What to work on: Copy the data word for word, keeping every line.

* * *

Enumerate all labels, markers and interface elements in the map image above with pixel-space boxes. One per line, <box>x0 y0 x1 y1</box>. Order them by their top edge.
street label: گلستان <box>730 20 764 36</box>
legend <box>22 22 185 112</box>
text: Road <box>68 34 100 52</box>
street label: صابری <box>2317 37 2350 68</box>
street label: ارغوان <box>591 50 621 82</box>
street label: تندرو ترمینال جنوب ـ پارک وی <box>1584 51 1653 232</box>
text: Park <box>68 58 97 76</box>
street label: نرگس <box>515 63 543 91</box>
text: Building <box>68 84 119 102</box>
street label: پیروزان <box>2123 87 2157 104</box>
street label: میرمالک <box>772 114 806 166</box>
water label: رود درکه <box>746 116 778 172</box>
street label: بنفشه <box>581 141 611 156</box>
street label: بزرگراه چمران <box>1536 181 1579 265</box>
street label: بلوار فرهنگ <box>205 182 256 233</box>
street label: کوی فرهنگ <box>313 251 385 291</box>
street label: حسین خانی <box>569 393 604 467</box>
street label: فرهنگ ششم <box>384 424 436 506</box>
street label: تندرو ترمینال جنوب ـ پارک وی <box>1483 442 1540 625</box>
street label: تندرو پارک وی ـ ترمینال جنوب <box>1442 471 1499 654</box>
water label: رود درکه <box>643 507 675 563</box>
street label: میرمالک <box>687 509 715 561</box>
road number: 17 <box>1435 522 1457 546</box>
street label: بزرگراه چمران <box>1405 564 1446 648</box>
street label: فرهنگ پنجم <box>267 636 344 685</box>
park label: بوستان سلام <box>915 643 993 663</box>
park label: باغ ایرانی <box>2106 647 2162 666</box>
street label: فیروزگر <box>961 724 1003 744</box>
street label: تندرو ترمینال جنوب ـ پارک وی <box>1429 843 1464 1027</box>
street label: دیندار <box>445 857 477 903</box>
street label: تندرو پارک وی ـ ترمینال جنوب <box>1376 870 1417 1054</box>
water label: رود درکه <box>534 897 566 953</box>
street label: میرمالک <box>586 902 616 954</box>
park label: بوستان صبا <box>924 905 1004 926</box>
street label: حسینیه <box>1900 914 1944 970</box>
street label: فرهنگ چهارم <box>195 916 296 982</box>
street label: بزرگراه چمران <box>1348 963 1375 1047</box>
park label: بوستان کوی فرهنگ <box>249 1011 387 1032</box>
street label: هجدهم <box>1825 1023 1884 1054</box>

* * *

Finished exercise:
Enumerate all labels, markers and interface elements in the map image above with pixel-space boxes. One per line, <box>x0 y0 x1 y1</box>. Order them by their top edge.
street label: گلستان <box>730 20 764 36</box>
legend <box>22 22 185 112</box>
text: Road <box>68 34 100 52</box>
street label: صابری <box>2317 37 2350 68</box>
street label: ارغوان <box>591 50 621 82</box>
street label: تندرو ترمینال جنوب ـ پارک وی <box>1584 51 1653 232</box>
text: Park <box>68 58 97 76</box>
street label: نرگس <box>515 63 543 91</box>
text: Building <box>68 84 119 102</box>
street label: پیروزان <box>2123 87 2157 104</box>
street label: میرمالک <box>772 114 806 166</box>
water label: رود درکه <box>746 116 778 172</box>
street label: بنفشه <box>581 141 611 156</box>
street label: بزرگراه چمران <box>1536 181 1579 265</box>
street label: بلوار فرهنگ <box>205 182 256 233</box>
street label: کوی فرهنگ <box>313 251 385 291</box>
street label: حسین خانی <box>569 393 604 467</box>
street label: فرهنگ ششم <box>384 424 436 506</box>
street label: تندرو ترمینال جنوب ـ پارک وی <box>1483 442 1540 625</box>
street label: تندرو پارک وی ـ ترمینال جنوب <box>1442 471 1499 654</box>
water label: رود درکه <box>643 507 675 563</box>
street label: میرمالک <box>687 509 715 561</box>
road number: 17 <box>1435 522 1457 546</box>
street label: بزرگراه چمران <box>1405 564 1446 648</box>
street label: فرهنگ پنجم <box>267 636 344 685</box>
park label: بوستان سلام <box>915 643 993 663</box>
park label: باغ ایرانی <box>2106 647 2162 666</box>
street label: فیروزگر <box>961 724 1003 744</box>
street label: تندرو ترمینال جنوب ـ پارک وی <box>1429 843 1464 1027</box>
street label: دیندار <box>445 857 477 903</box>
street label: تندرو پارک وی ـ ترمینال جنوب <box>1376 870 1417 1054</box>
water label: رود درکه <box>534 897 566 953</box>
street label: میرمالک <box>586 902 616 954</box>
park label: بوستان صبا <box>924 905 1004 926</box>
street label: حسینیه <box>1900 914 1944 970</box>
street label: فرهنگ چهارم <box>195 916 296 982</box>
street label: بزرگراه چمران <box>1348 963 1375 1047</box>
park label: بوستان کوی فرهنگ <box>249 1011 387 1032</box>
street label: هجدهم <box>1825 1023 1884 1054</box>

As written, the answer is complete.